Here is some context, with corresponding criticsm by the person behind Guix,
which might give some interesting insights

[https://discourse.nixos.org/t/best-resources-for-learning-
ab...](https://discourse.nixos.org/t/best-resources-for-learning-about-the-
nixos-module-system/1177/4)

------
tomp
I only skimmed, but parts of this article read as just another pro-LISP
piece... A rant against other languages (which the author terms "DSLs" simply
because they're not Turing complete) like LaTeX, HTML, regex, SQL etc. and
lists alternatives, all of which are S-expression-based. Well, the superiority
of S-expressions is just, like, your opinion, man. Personally, I consider them
inferior to pretty much any other syntax (joke languages like Brainfuck,
Whitespace, JavaScript excluded). An in absolute terms, the whole civilisation
was built on syntax-full DSLs (law, math, engineering, ...).
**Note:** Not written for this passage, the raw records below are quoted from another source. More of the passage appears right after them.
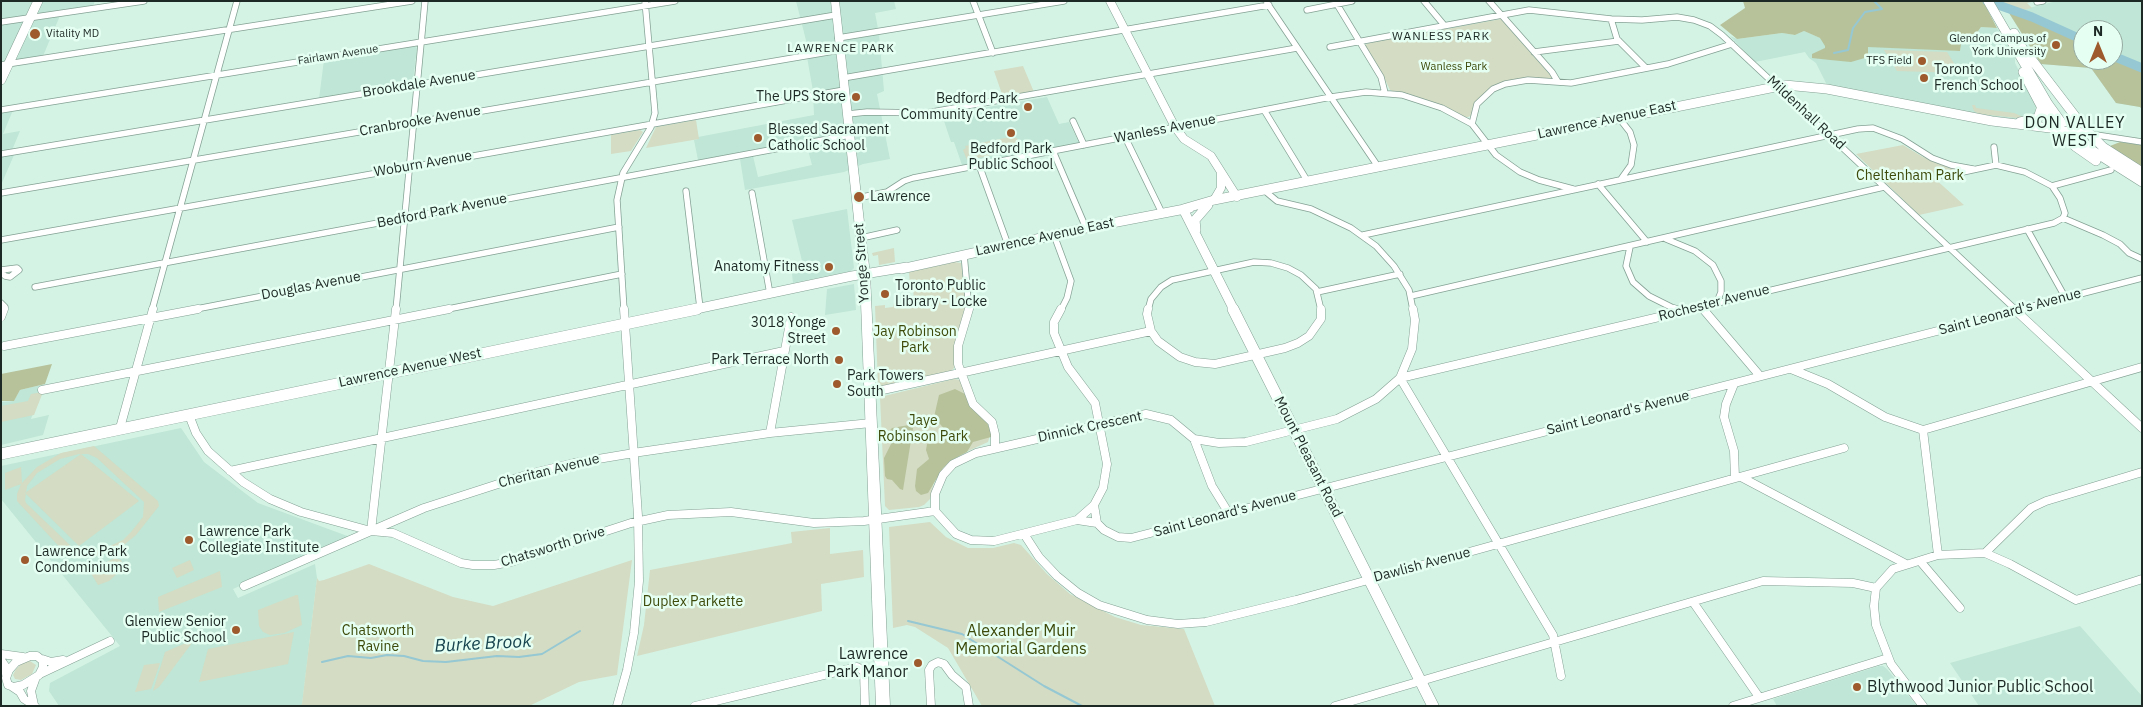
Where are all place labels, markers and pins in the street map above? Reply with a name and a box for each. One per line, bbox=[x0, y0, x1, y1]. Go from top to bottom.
marker: Vitality MD bbox=[28, 27, 42, 41]
place label: Vitality MD bbox=[46, 27, 99, 41]
place label: Glendon Campus of York University bbox=[1949, 32, 2046, 58]
marker: Glendon Campus of York University bbox=[2050, 39, 2062, 51]
place label: TFS Field bbox=[1866, 54, 1912, 68]
marker: TFS Field bbox=[1916, 55, 1928, 67]
place label: Toronto French School bbox=[1934, 62, 2023, 94]
marker: Toronto French School bbox=[1918, 72, 1930, 84]
place label: The UPS Store bbox=[756, 89, 846, 105]
marker: The UPS Store bbox=[850, 91, 862, 103]
place label: Bedford Park Community Centre bbox=[900, 91, 1018, 124]
marker: Bedford Park Community Centre bbox=[1022, 101, 1034, 113]
place label: Blessed Sacrament Catholic School bbox=[768, 122, 889, 154]
marker: Bedford Park Public School bbox=[1005, 127, 1017, 139]
marker: Blessed Sacrament Catholic School bbox=[752, 132, 764, 144]
place label: Bedford Park Public School bbox=[969, 141, 1053, 174]
place label: Lawrence bbox=[870, 189, 931, 205]
marker: Lawrence bbox=[852, 190, 866, 204]
place label: Anatomy Fitness bbox=[714, 259, 819, 275]
marker: Anatomy Fitness bbox=[823, 261, 835, 273]
place label: Toronto Public Library - Locke bbox=[895, 278, 987, 310]
marker: Toronto Public Library - Locke bbox=[879, 288, 891, 300]
place label: 3018 Yonge Street bbox=[751, 315, 826, 348]
marker: 3018 Yonge Street bbox=[830, 325, 842, 337]
place label: Park Terrace North bbox=[711, 352, 829, 368]
marker: Park Terrace North bbox=[833, 354, 845, 366]
place label: Park Towers South bbox=[847, 368, 924, 401]
marker: Park Towers South bbox=[831, 378, 843, 390]
place label: Lawrence Park Collegiate Institute bbox=[199, 524, 319, 556]
marker: Lawrence Park Collegiate Institute bbox=[183, 534, 195, 546]
place label: Lawrence Park Condominiums bbox=[35, 544, 130, 576]
marker: Lawrence Park Condominiums bbox=[19, 554, 31, 566]
place label: Glenview Senior Public School bbox=[125, 614, 226, 646]
marker: Glenview Senior Public School bbox=[230, 624, 242, 636]
place label: Lawrence Park Manor bbox=[826, 644, 908, 682]
marker: Lawrence Park Manor bbox=[912, 657, 924, 669]
place label: Blythwood Junior Public School bbox=[1867, 677, 2093, 697]
marker: Blythwood Junior Public School bbox=[1851, 681, 1863, 693]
I mean, how is this (Skribilo):

    
    
         (define (freedom . body)
           (ref :url "http://www.gnu.org/philosophy/free-sw.html" :text body))
    
         (p [Skribilo is a ,(freedom [free]) document production tool that takes a structured document ...])
    

better than this (LaTeX):

    
    
        Skribilo is a \href{http://www.gnu.org/philosophy/free-sw.html}{free} document production tool that takes a structured document ...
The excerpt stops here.